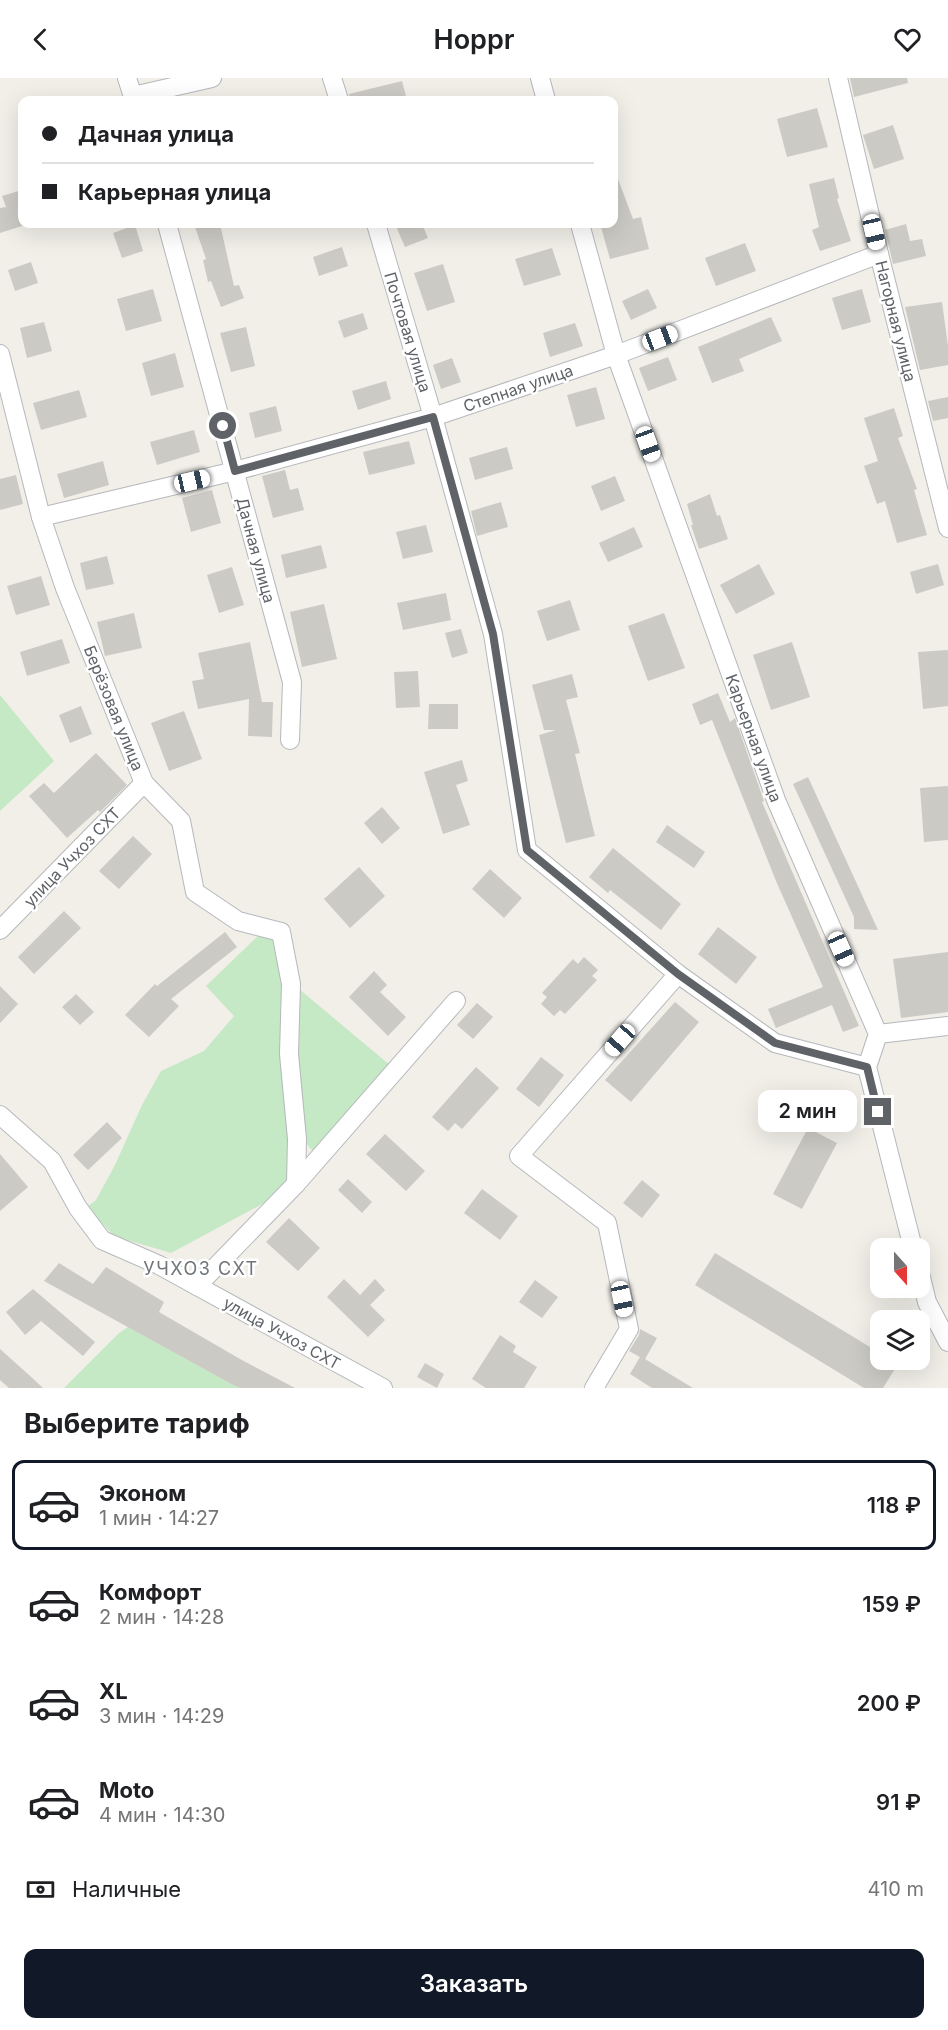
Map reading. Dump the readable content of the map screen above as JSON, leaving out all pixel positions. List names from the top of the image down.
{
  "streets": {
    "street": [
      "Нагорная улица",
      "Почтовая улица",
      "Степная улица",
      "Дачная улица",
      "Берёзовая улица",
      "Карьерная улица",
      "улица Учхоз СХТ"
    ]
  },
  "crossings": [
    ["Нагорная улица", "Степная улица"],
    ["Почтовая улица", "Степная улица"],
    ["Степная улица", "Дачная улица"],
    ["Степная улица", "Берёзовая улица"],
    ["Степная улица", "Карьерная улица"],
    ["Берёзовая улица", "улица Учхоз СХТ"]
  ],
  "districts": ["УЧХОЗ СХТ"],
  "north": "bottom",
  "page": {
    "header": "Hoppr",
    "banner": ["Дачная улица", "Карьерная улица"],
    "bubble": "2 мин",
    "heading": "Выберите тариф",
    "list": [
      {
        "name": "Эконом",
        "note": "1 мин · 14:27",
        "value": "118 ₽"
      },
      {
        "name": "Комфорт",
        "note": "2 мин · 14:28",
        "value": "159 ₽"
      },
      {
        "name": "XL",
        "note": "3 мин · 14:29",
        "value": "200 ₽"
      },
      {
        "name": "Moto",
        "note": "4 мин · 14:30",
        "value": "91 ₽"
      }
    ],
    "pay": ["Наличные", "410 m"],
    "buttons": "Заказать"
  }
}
^^^^^^^^^^^^^^^^
Report each line of the data in which "value" occurs.

_The answer_
        "value": "118 ₽"
        "value": "159 ₽"
        "value": "200 ₽"
        "value": "91 ₽"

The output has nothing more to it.